Challenges of Big Data :
Now we know that people are generating lots of data so this big data comes with lots of challenges :
- Storage: Storage plays a main important role, as we are generating more than Terabytes of data but where to store that data? We need a database to store this huge amount of data.
- Computational Efficiency: Huge amount of data requires lots of processing capabilities which eventually get decreasing by increasing data.
- Data Loss: Due to the corruption of physical device or hardware failure, data loss occurs. That is we need to have some important recovery strategies to recover the data.
- Cost: With the increase in data and computation capabilities it will eventually increase the cost of both the challenges. So we want cost-effective strategies to deal with these challenges.
Traditional Solutions
Traditionally we are using MySQL, Oracle to structure and store the data effectively. But there are limitations in terms of Scalability because when it comes to increasing the volume of data then the time to denormalize the data becomes a challenge.
Another problem with the traditional method is that we can only store structured data that means the traditional database will struggle to store structured data.
Hadoop -A Good Solution
In order to rectify the limitations of traditional methods, Hadoop comes into play.
Hadoop is an open-source distributed computing framework that manages :
- Support Huge Volume
- Storage Efficiency
- Good Data Recovery Solution
- Horizontal Scaling
- Cost-Effective
- Easy for Programmers and Non-Programmers
So with these types of features of Hadoop Can we replace RDBMS?
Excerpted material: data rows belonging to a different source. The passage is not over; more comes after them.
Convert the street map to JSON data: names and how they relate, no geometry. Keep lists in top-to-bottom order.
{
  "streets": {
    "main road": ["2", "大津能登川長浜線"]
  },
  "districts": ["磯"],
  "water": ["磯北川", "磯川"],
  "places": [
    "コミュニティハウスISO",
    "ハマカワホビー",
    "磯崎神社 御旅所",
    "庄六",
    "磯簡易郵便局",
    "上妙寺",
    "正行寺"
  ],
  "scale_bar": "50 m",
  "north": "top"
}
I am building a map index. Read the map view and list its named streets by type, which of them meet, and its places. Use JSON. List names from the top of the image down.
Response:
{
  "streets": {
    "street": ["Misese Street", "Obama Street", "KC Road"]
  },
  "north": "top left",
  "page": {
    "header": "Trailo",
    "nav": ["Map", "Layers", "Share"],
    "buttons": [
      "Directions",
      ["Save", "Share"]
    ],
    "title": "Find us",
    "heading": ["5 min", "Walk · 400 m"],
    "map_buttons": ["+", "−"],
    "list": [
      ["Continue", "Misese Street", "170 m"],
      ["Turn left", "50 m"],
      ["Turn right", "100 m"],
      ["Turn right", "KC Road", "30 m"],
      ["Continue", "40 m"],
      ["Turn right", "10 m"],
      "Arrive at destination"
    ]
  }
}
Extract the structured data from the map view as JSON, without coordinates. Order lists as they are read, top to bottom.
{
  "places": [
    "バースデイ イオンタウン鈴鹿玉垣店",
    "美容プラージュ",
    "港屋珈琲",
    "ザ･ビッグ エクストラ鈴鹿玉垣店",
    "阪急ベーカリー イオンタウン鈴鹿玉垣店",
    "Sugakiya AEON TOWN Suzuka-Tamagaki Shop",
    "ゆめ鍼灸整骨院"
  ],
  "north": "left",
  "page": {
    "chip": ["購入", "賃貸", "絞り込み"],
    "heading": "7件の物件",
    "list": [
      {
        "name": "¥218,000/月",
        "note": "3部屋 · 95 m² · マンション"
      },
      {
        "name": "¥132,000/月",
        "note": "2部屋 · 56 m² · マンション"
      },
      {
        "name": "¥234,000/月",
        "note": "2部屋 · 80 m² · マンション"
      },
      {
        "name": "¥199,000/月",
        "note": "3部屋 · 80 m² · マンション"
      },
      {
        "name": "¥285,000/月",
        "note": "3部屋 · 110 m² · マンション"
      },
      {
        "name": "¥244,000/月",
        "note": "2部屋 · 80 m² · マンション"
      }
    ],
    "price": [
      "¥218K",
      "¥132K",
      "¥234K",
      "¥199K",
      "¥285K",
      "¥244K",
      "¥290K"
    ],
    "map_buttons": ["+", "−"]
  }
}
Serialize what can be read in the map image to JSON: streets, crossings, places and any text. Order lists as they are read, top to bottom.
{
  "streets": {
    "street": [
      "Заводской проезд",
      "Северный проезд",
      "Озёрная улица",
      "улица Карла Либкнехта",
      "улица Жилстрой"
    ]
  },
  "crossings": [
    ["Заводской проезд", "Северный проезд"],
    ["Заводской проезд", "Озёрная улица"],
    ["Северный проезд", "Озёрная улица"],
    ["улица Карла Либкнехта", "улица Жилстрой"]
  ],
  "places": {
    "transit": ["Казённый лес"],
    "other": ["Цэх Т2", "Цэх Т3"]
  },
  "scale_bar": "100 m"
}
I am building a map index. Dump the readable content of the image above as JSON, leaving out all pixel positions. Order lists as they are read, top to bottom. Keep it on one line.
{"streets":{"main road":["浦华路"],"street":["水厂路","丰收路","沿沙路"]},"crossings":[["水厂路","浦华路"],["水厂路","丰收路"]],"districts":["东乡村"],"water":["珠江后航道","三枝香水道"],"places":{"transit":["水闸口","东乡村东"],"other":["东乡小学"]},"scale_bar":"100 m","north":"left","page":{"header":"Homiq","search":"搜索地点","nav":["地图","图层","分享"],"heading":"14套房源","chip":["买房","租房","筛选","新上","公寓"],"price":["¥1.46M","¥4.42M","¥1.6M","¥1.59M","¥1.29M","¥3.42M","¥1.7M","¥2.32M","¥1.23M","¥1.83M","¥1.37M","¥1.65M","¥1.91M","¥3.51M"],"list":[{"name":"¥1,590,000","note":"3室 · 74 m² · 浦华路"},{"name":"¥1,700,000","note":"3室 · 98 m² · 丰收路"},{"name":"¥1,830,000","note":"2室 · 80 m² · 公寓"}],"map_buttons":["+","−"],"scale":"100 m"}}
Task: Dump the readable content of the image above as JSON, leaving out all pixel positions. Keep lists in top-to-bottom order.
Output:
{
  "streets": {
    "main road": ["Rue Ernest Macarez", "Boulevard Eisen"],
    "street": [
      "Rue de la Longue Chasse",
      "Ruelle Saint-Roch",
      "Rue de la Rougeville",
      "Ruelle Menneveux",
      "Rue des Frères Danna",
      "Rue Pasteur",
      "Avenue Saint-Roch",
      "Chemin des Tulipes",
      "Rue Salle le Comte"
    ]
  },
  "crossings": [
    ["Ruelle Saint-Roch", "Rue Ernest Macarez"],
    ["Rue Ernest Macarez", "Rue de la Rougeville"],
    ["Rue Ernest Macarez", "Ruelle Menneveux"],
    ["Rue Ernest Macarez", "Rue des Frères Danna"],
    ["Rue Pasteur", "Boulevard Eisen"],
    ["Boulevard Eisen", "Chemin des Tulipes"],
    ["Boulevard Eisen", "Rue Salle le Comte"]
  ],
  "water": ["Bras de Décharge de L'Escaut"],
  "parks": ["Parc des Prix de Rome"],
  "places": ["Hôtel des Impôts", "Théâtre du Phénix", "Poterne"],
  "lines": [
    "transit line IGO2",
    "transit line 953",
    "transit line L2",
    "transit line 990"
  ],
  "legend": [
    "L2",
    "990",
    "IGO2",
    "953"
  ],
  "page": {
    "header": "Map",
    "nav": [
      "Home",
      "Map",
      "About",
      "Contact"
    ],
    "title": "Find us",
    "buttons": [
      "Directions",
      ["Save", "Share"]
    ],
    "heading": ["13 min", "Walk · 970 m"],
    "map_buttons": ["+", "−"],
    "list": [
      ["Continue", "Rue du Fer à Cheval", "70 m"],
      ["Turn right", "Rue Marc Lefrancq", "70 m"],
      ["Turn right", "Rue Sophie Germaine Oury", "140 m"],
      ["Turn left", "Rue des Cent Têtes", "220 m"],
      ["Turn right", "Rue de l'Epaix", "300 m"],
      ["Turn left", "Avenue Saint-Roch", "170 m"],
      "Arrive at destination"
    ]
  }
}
The answer is No because Hadoop and RDBMS are having there own advantages and disadvantages.
Hadoop Vs RDBMS
- Hadoop works on Dynamic Schema whereas RDBMS works on Static Schema.
- Hadoop works on Linear Scale whereas RDBMS works on the Non-Linear Scale.
- Hadoop works on more than Petabytes of data whereas RDBMS works on Gigabytes of data.
- Hadoop works on Batch processing whereas RDBMS works on Interactive and Batch processing.
- Hadoop works on ‘Write Once, Read Many Times’ whereas RDBMS works on ‘Read Write Many Times’.